A master class in how gender has been weaponized in support of conservative values and authoritarian regimes.

A deeply informed critique of the malicious initiatives currently using gender as a political tool to arouse fear and strengthen political and religious institutions.

In their latest book, following The Force of Nonviolence, Butler, the noted philosopher and gender studies scholar, documents and debunks the anti-gender ideology of the right, the core principle of which is that male and female are natural categories whose recognition is essential for the survival of the family, nations, and patriarchal order. Its proponents reject “sex” as a malleable category infused with prior political and cultural understandings.
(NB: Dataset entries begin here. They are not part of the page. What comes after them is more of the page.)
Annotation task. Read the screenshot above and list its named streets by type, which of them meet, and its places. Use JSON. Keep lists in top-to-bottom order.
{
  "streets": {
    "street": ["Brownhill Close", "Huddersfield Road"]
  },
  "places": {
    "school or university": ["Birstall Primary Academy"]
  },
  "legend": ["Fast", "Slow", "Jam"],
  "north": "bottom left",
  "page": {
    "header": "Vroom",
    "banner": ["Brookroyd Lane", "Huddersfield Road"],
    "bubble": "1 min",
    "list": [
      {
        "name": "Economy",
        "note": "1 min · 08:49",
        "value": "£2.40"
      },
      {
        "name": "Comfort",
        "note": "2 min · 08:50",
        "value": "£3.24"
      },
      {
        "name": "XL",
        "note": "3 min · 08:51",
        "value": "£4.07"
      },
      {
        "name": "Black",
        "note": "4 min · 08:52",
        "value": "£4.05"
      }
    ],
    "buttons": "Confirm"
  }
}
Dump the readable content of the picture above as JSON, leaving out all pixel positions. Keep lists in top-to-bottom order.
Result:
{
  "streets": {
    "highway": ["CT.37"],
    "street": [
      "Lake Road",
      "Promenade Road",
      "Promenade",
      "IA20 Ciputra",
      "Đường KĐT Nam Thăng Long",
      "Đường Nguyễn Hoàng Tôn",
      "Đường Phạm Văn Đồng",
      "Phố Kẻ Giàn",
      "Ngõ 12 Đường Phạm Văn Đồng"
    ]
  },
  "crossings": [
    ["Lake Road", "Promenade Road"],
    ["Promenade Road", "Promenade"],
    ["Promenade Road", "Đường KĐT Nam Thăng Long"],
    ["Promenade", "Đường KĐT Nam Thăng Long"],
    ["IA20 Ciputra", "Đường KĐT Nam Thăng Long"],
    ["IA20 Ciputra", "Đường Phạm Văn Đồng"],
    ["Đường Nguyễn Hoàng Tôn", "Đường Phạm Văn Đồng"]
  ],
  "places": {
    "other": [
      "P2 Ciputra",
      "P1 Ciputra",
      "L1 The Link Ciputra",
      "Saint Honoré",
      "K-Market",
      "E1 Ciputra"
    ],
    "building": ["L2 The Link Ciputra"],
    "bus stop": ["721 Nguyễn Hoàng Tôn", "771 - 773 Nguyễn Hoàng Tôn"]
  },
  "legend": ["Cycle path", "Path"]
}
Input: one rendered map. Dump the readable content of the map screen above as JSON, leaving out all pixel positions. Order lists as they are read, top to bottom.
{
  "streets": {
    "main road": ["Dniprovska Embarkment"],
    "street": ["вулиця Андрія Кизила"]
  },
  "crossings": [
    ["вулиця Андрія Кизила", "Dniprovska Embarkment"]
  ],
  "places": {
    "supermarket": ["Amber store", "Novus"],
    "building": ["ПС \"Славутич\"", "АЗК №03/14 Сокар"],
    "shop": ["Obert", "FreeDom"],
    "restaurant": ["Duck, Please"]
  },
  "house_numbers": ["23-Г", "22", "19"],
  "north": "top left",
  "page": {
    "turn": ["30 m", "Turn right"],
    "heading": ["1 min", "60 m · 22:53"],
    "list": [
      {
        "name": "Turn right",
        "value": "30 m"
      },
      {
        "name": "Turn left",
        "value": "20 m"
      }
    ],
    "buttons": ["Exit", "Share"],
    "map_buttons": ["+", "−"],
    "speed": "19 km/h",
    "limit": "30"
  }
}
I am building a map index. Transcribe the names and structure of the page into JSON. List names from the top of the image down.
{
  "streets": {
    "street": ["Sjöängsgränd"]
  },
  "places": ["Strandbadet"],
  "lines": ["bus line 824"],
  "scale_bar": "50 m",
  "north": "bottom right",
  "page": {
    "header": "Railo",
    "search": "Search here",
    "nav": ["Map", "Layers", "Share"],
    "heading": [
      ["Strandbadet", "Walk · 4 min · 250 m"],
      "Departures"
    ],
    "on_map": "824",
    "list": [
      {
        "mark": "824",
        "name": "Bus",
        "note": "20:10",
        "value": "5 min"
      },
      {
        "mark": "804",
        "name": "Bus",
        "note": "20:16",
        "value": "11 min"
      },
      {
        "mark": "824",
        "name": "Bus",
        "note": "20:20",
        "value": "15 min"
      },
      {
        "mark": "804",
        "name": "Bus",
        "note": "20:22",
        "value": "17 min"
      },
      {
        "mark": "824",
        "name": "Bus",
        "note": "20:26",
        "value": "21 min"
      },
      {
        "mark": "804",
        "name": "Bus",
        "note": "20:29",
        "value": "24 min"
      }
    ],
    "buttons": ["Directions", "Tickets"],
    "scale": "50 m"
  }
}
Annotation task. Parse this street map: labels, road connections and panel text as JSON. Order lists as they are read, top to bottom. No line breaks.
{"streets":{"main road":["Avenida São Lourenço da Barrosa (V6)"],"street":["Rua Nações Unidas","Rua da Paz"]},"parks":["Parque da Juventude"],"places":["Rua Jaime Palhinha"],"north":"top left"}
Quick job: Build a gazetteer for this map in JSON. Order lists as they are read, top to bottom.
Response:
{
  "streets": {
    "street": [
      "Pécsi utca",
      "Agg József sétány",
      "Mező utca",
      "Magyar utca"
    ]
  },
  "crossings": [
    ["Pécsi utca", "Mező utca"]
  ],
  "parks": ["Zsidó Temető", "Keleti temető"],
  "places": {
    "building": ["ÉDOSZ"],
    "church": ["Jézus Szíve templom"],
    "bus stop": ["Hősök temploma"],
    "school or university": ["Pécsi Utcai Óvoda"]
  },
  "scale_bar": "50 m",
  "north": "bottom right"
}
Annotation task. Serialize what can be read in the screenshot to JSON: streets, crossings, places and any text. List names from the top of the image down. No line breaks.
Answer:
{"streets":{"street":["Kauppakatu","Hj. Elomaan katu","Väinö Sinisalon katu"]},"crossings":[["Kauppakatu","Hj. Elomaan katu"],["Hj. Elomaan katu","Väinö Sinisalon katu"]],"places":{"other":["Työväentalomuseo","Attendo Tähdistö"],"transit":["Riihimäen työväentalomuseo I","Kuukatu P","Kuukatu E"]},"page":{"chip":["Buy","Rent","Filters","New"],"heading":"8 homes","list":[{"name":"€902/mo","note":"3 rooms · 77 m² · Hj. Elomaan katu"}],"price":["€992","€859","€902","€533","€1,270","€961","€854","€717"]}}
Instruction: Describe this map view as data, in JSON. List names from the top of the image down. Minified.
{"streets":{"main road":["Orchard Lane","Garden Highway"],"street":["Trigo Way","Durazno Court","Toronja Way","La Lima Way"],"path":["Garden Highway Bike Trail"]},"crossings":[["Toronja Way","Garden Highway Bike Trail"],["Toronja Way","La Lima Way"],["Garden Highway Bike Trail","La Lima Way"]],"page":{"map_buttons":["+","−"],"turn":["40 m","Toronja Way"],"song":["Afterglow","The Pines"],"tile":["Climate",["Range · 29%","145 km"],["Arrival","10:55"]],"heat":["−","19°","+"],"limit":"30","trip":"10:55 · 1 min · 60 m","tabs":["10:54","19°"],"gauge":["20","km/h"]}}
By turning gender into a “phantasmatic scene,” they enable those in positions of authority to deflect attention from such world-destroying forces as war, predatory capitalism, and climate change. Butler explores the ideology’s presence in the U.S., the U.K., Uganda, and Hungary, countries where legislation has limited the rights of trans and homosexual people and denied them their sexual identity. The author also delves into the ideology’s roots among Evangelicals and the Catholic Church and such political leaders as Donald Trump and Viktor Orbán. Butler is particularly bothered by trans-exclusionary radical feminists (TERFs), who treat trans women as “male predators in disguise.” For the author, “the gap between the perceived or lived body and prevailing social norms can never be fully closed.” They imagine “a world where the many relations to being socially embodied that exist become more livable” and calls for alliances across differences and “a radical democracy informed by socialist values.” Butler compensates for the thinness of some of their recommendations with an astute dissection of the ideology’s core ideas and impressive grasp of its intellectual pretensions. This is a wonderfully thoughtful and impassioned book on a critically important centerpiece of contemporary authoritarianism and patriarchy.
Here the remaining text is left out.